Leader Bobby DuBose (D- Fort Lauderdale): “Both parties came together to put forth this legislation to make policing better in Florida. It will safeguard and support good law enforcement officers while protecting vulnerable Floridians. I’m proud of the hard work Representative Driskell and the rest of the Black Caucus has done to turn these ideas into law.”
Representative Fentrice Driskell (D- Tampa): “Americans across the country have been calling for police reform. The murder of George Floyd has been a galvanizing incident, bringing much-needed attention to this crisis. These changes will make policing better and safer for both our communities and officers. This legislation stands in stark contrast to the dangerous anti-protest bill that Governor DeSantis signed into law recently. It represents what can happen when we legislate with everyone’s best interests in mind. This bill is just the beginning and we will continue fighting for fair and just policing in Florida.”
Senator Bobby Powell (D- West Palm Beach): “In the ongoing battle for fair and just policing, too often the solution to many systemic problems has been to excessively punish individual wrongdoers. The way to address systemic problems is to implement systemic solutions and HB7051 is a giant step towards combating deeply rooted and long ignored issues within law enforcement.”
Senator Randolph Bracy (D- Orlando): “Our faith in those sworn to protect us has been shaken. Police brutality and overaggressive policing will only deepen the mistrust in black communities. This police reform package starts to build back trust, block by block. This is one block.”
Senator Audrey Gibson (D- Jacksonville): “The bill is a start towards reform. Establishing at least some measure of uniformity in law enforcement training standards helps to ensure that tragic incidents are minimized and justice, in the execution of the duty to serve and protect.”
Senator Shevrin Jones (D- Miami Gardens): “Every Floridian, regardless of zip code, wants and deserves safe communities. Making that a reality calls for us to rebuild public trust through greater accountability, transparency, and accessibility, and these reforms are important steps towards safer, fairer communities.”
Representative Kevin Chambliss (D- Homestead): “This Common Sense Police Reform Bill represents a unified, bipartisan approach that protects and supports both our law enforcement community and the citizens they are sworn to protect. While this is just a start, it is good public policy and I am proud to be a part of the effort that passes this Bill into Law.”

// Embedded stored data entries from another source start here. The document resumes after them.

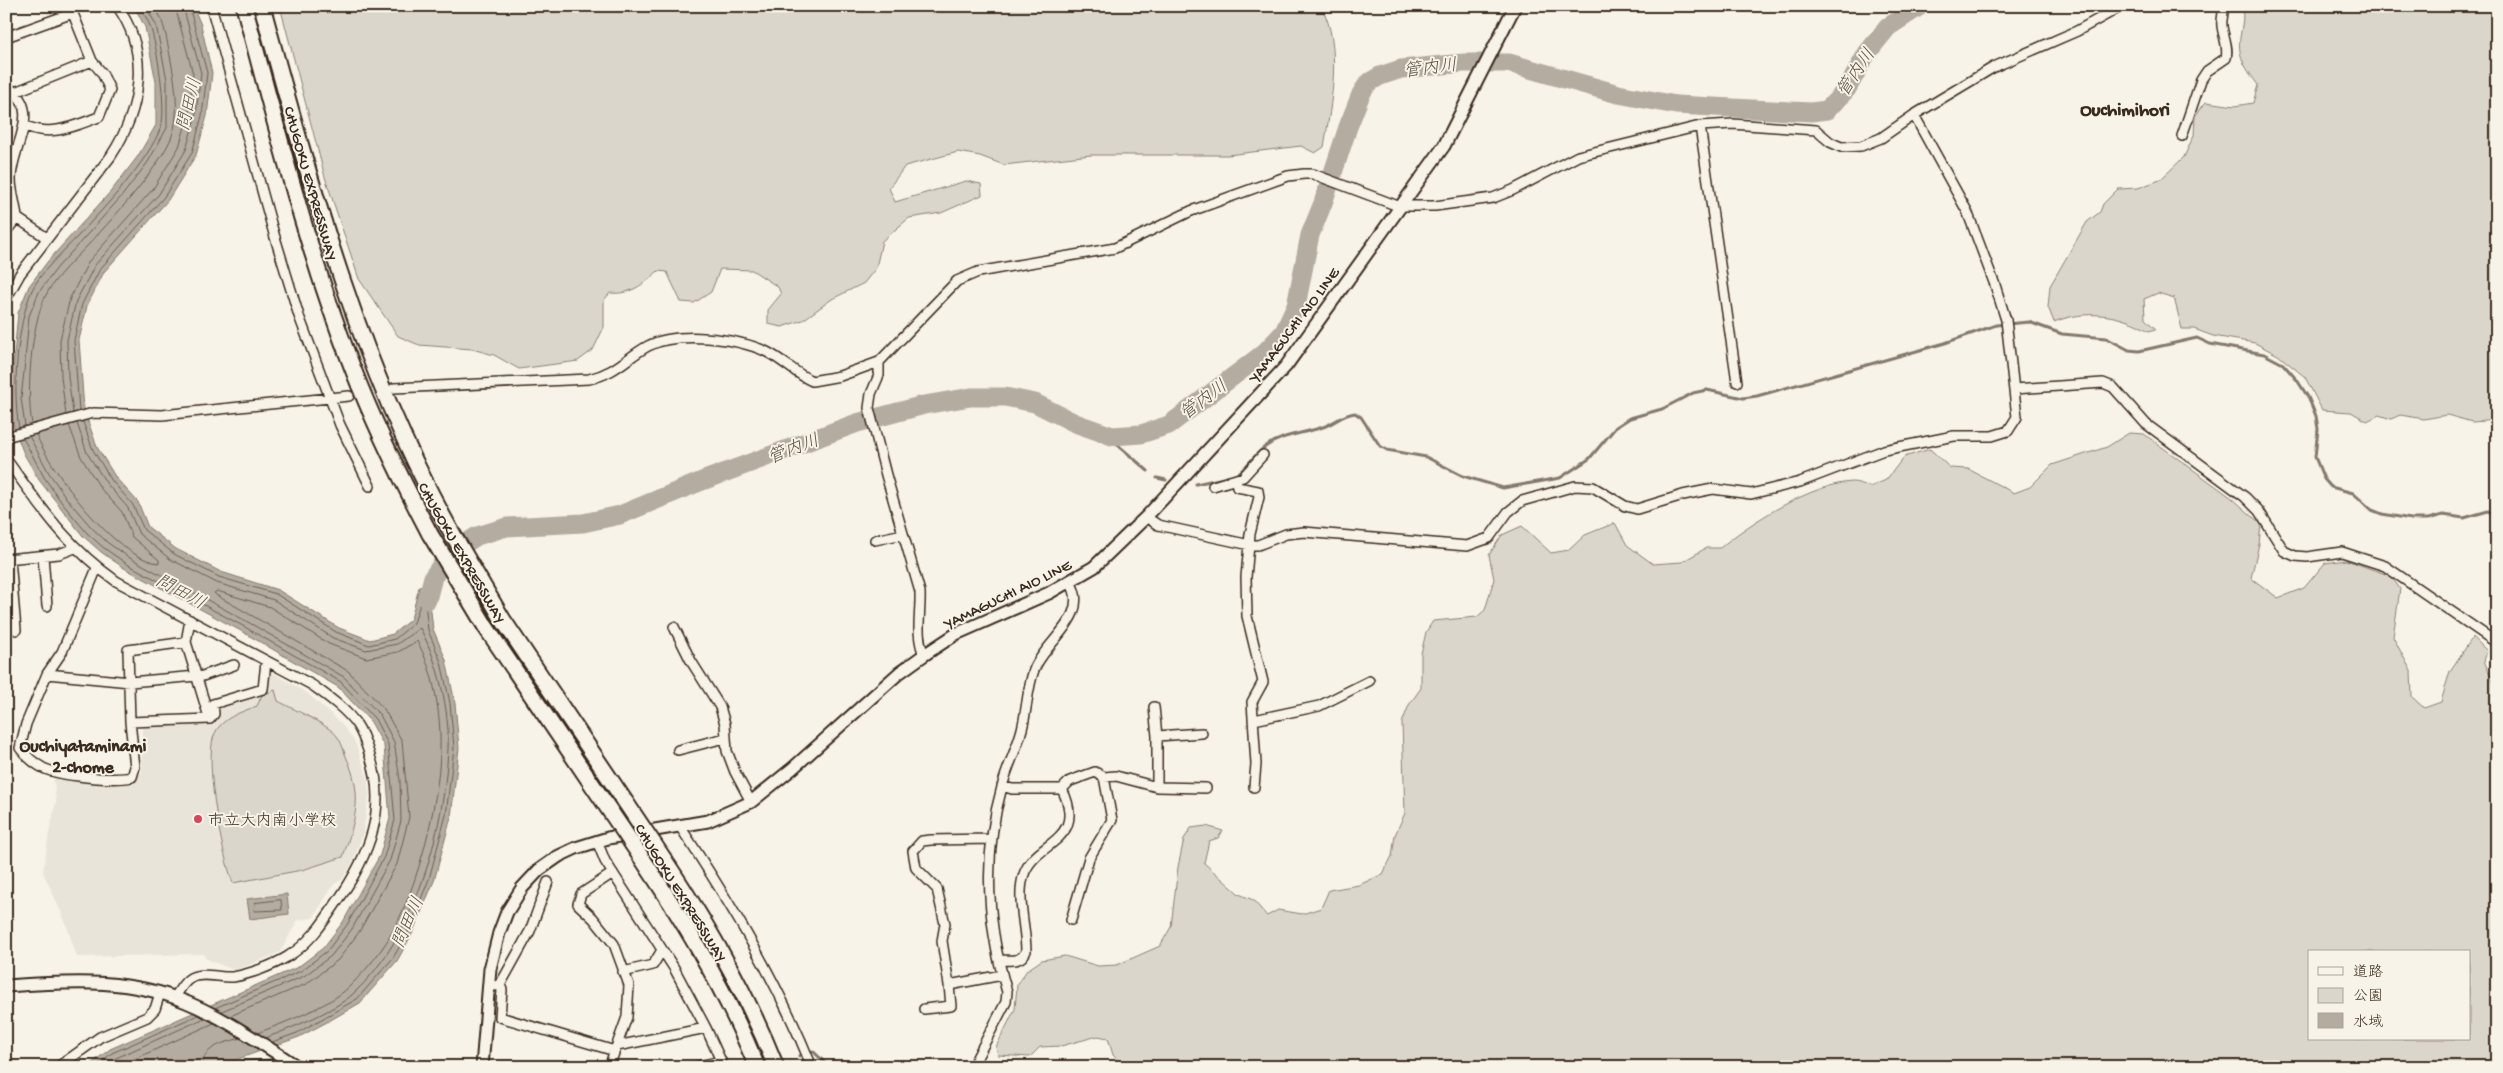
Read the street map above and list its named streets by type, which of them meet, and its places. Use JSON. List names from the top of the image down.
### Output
{
  "streets": {
    "highway": ["CHUGOKU EXPRESSWAY"],
    "main road": ["YAMAGUCHI AIO LINE"]
  },
  "districts": ["Ouchimihori", "Ouchiyataminami 2-chome"],
  "water": ["管内川", "問田川"],
  "places": ["市立大内南小学校"],
  "legend": ["道路", "公園", "水域"]
}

Representative Dianne Hart (D- Tampa): “I’m happy to see this step taken to better our Criminal Justice System. It is my hope that this starts a much needed conversation about how we deal with the use of force in the state of Florida.”
Representative Yvonne Hinson (D- Gainesville): “Bad cops make good cops look bad. Time to crack the blue wall of silence, create a registry, eliminate immunity and criminalize use of deadly force.”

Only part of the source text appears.